What is needed | For the listing below, work out the number of lines that hold "from" and return that number alone.

The input |
================

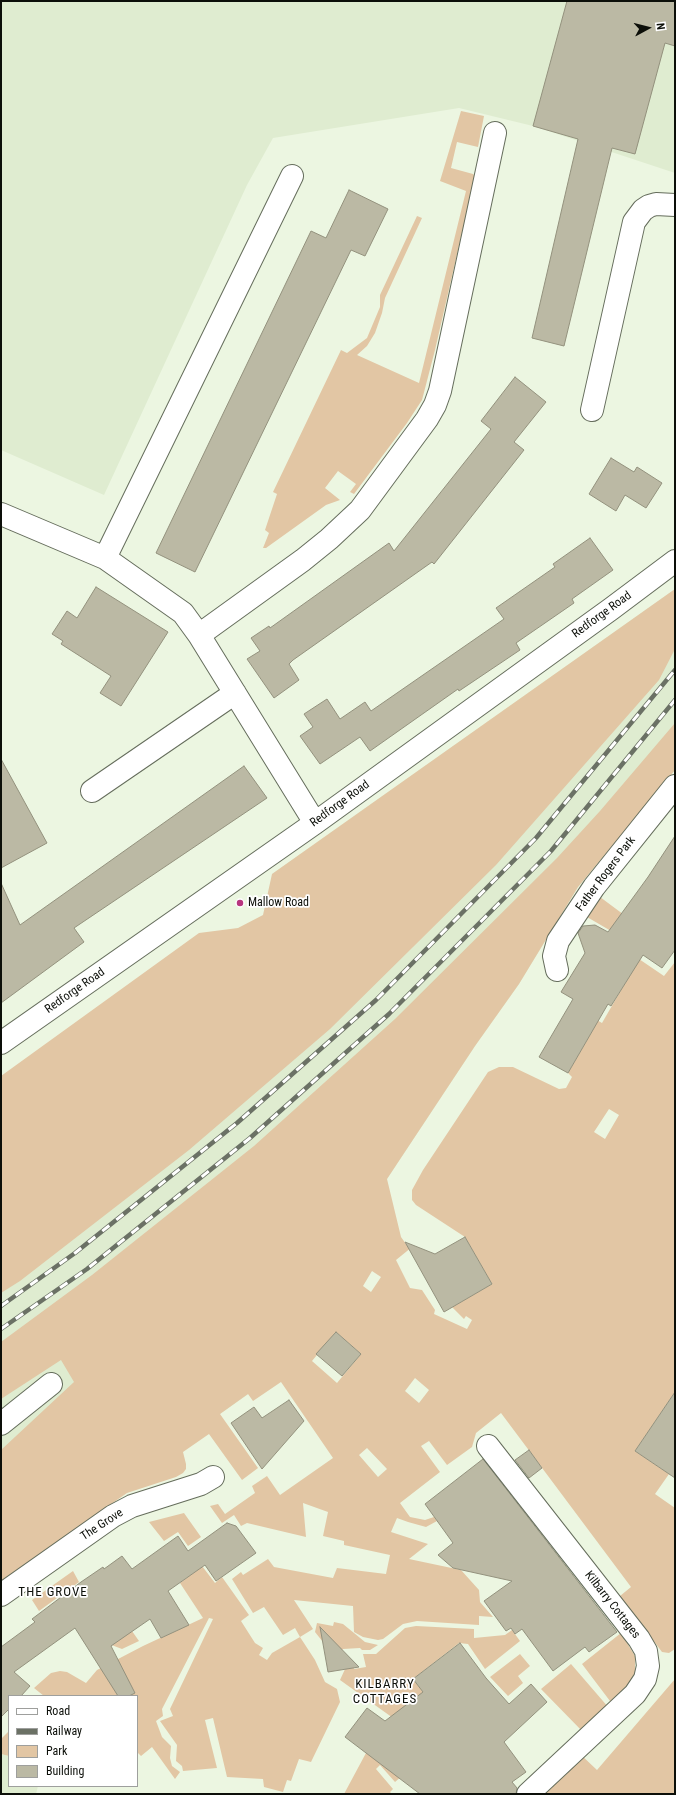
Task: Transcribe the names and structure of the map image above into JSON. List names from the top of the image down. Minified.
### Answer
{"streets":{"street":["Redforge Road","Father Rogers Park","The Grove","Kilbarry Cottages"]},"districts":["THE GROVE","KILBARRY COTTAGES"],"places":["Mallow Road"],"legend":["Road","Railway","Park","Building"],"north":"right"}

================

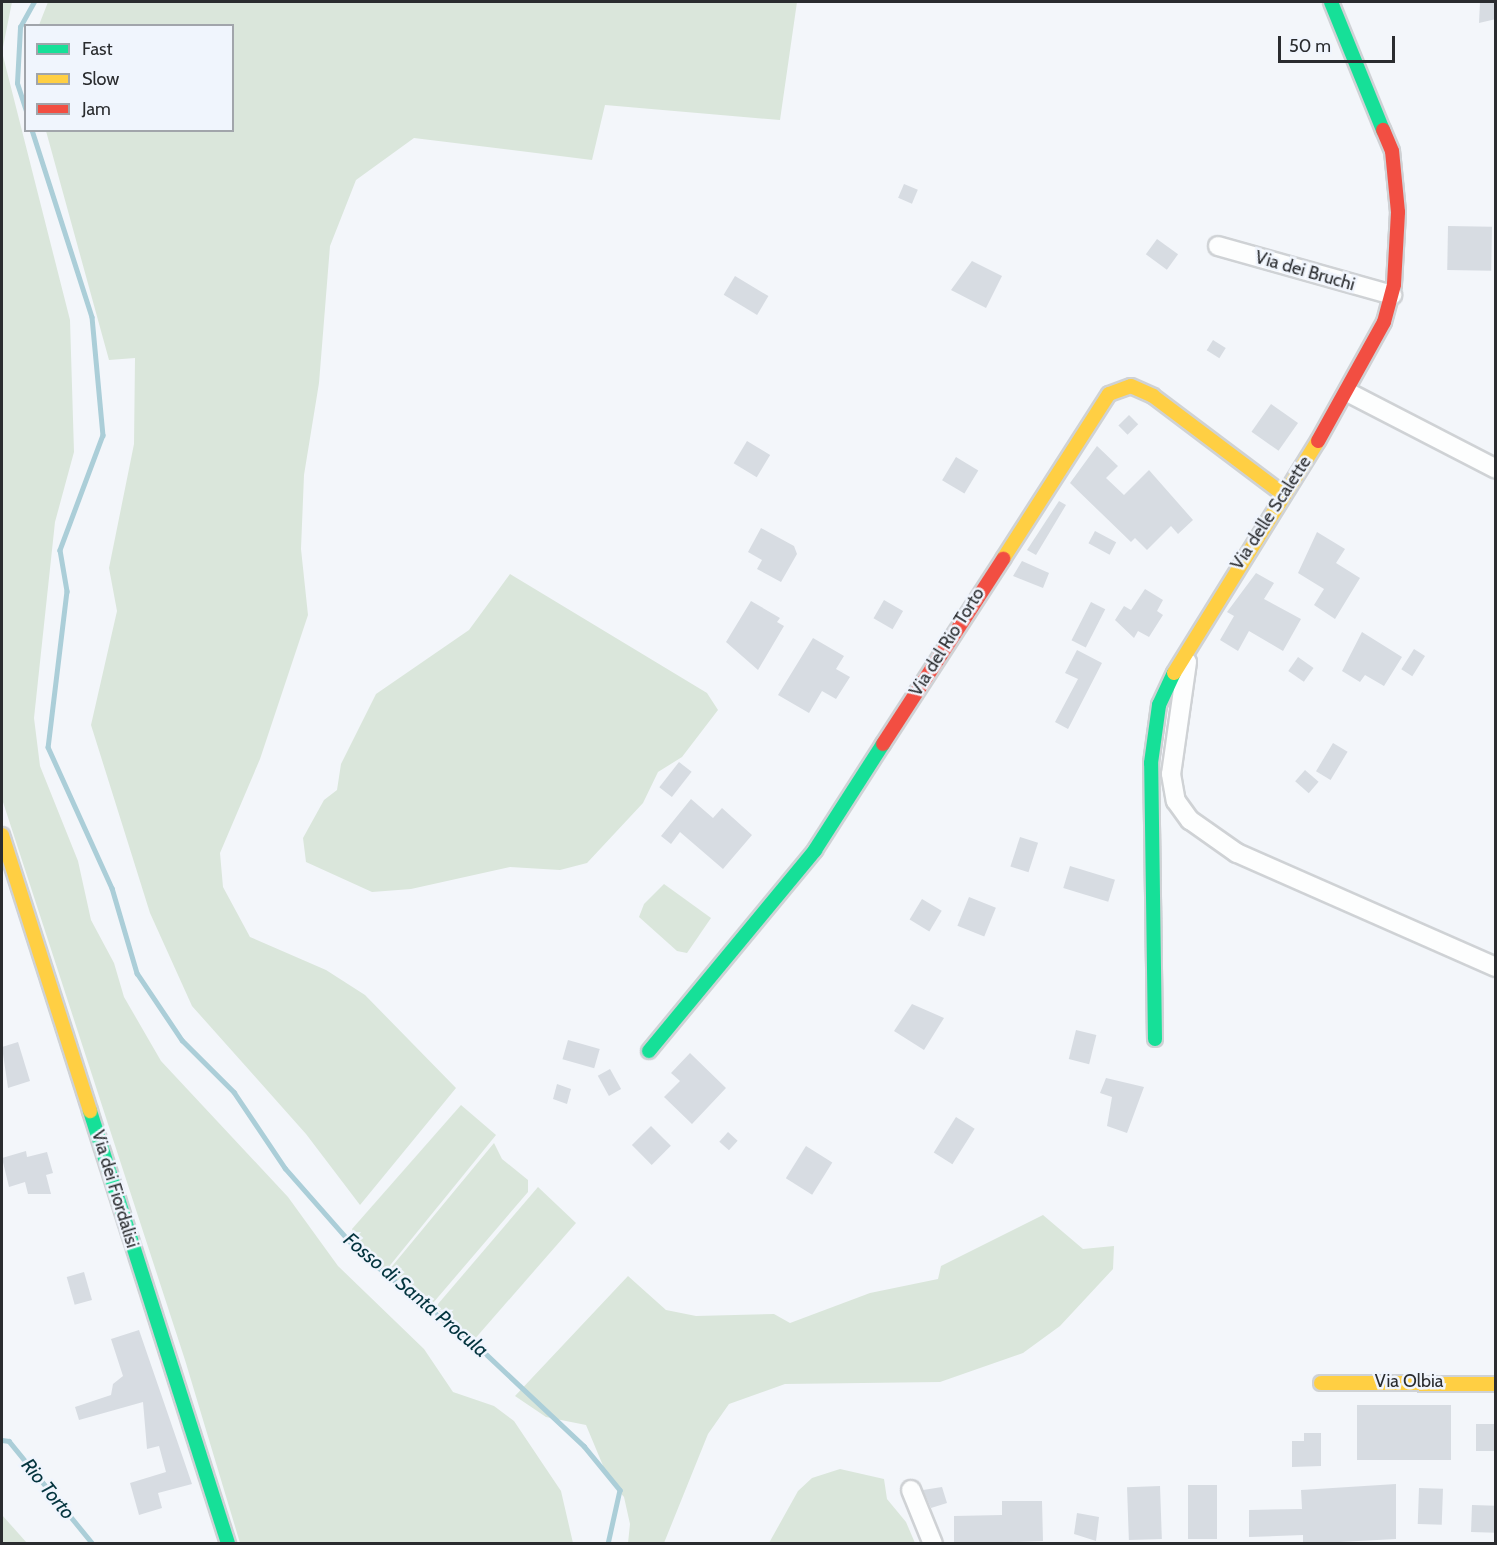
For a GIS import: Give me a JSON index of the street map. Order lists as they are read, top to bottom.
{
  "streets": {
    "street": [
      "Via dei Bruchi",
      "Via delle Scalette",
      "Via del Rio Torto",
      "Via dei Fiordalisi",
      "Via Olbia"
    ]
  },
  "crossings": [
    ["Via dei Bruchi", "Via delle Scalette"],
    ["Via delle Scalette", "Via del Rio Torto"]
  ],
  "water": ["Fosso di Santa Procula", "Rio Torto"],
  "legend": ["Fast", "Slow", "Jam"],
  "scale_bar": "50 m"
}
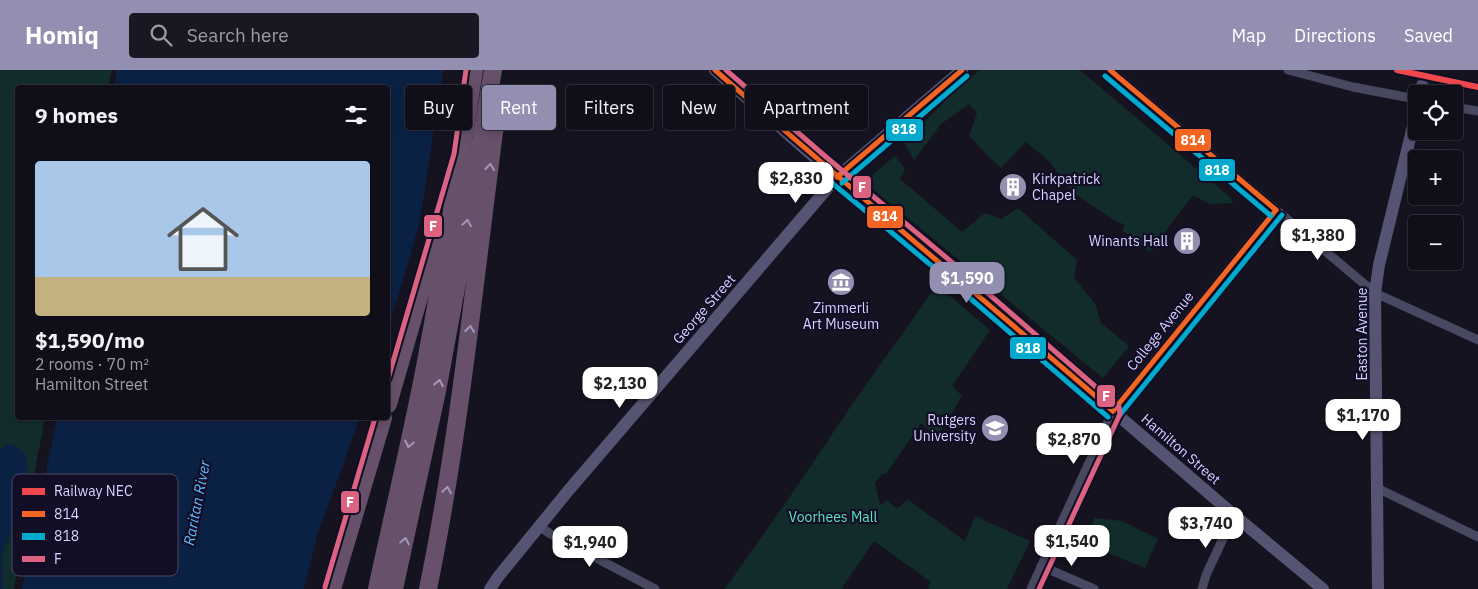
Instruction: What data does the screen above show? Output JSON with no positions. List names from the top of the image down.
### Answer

================

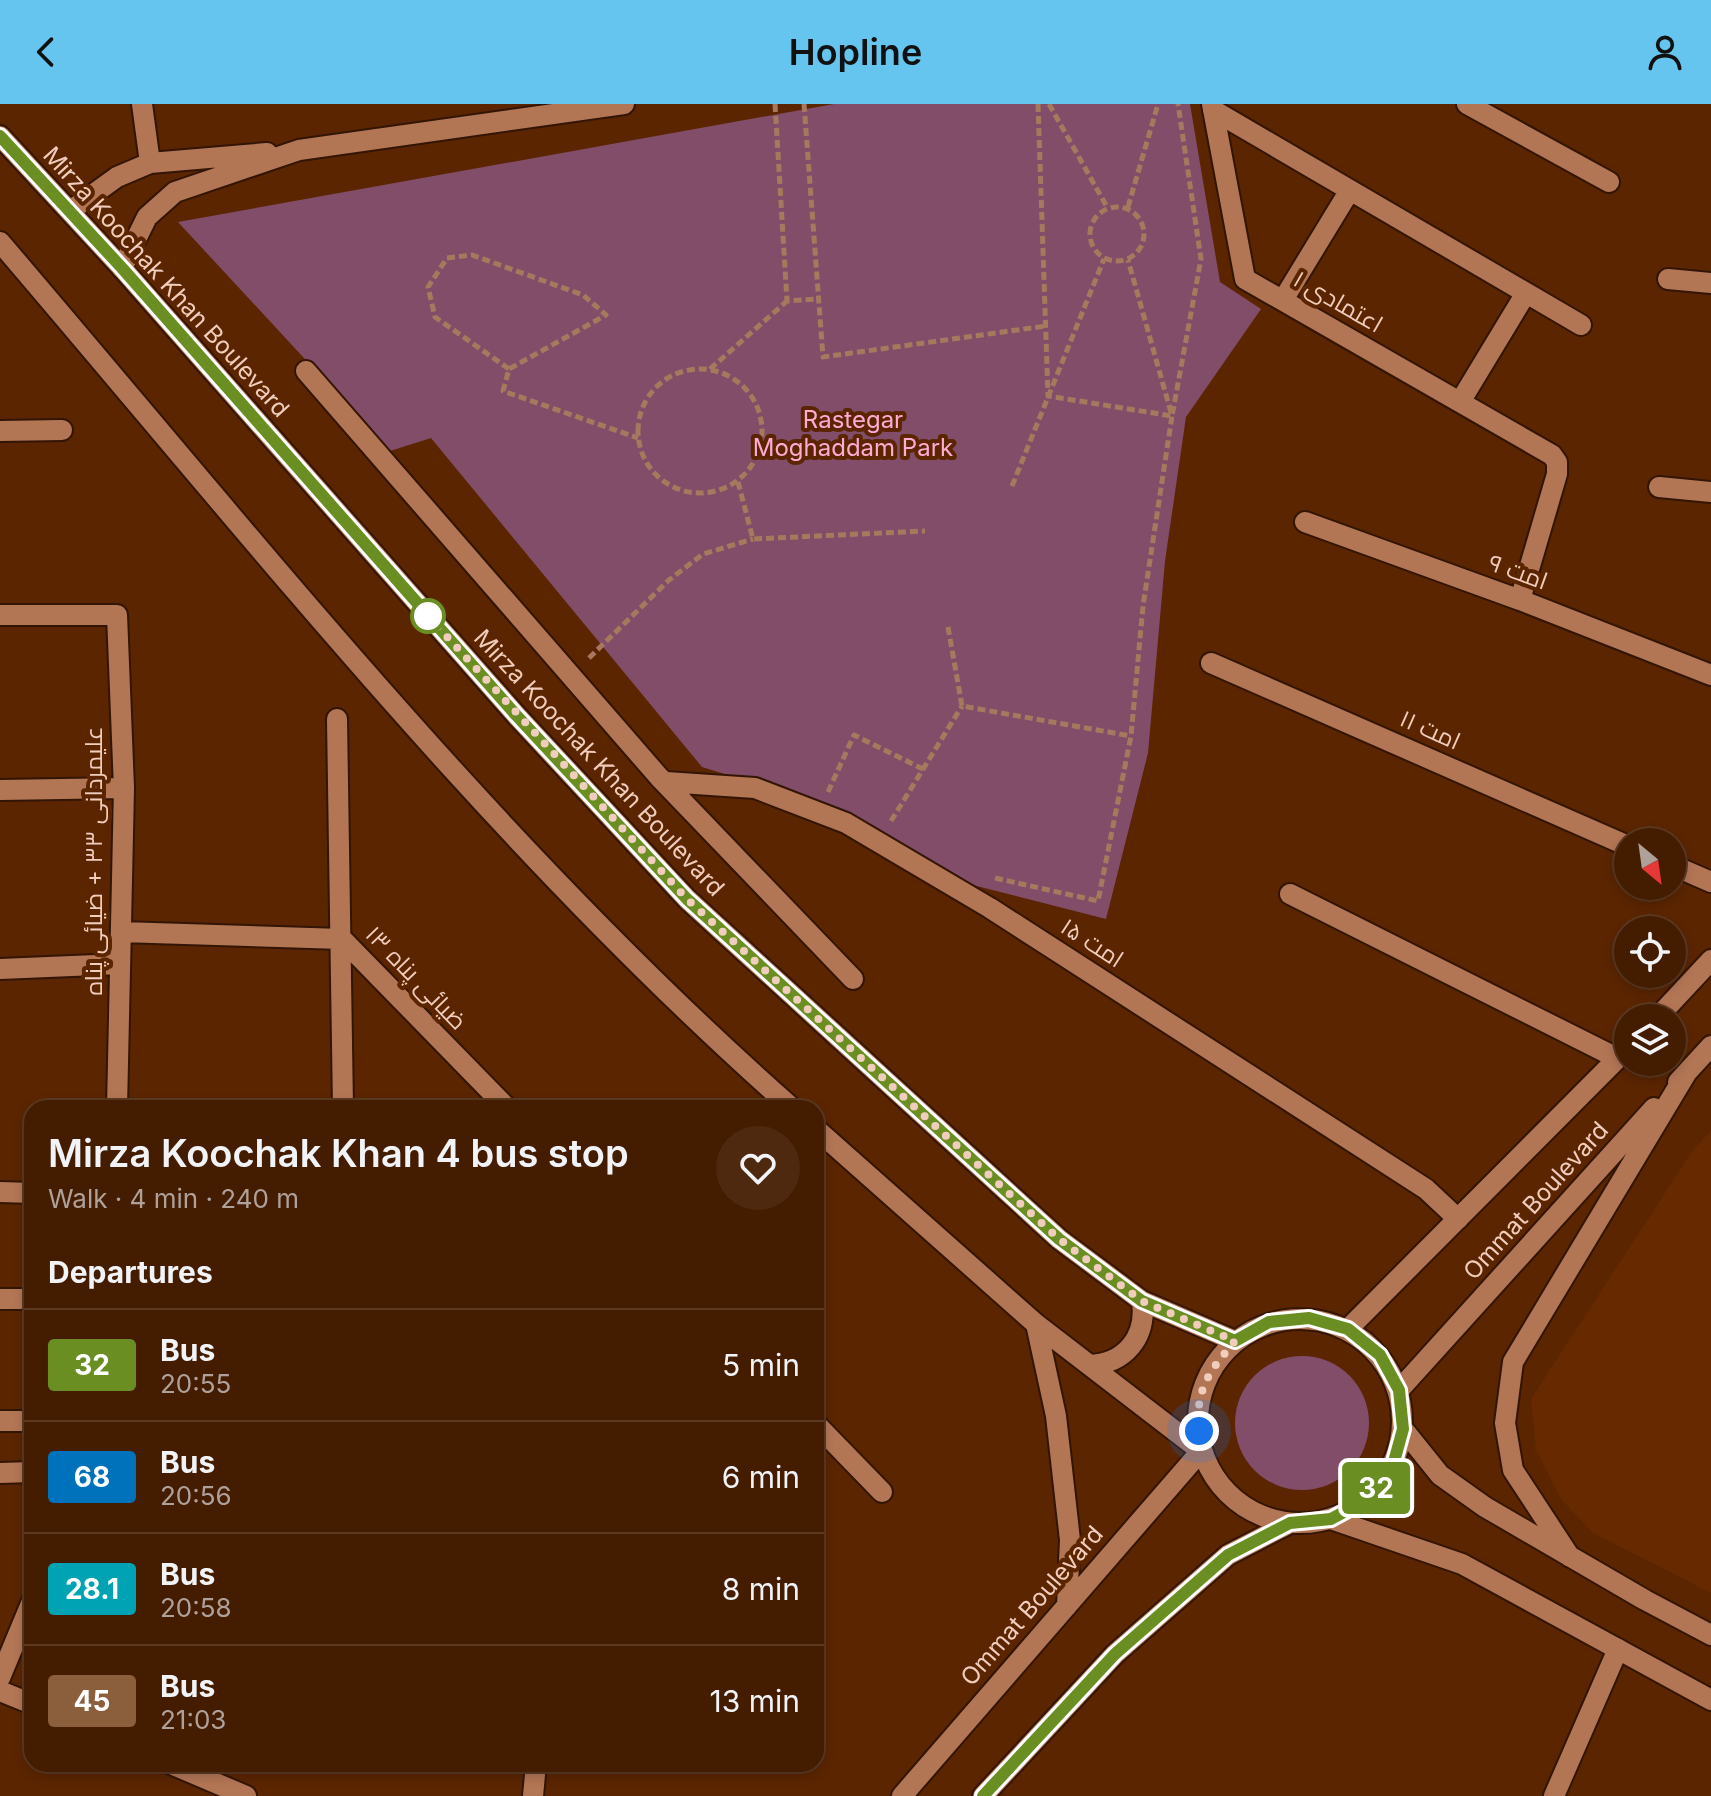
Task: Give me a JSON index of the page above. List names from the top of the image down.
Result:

================

Answer area | 3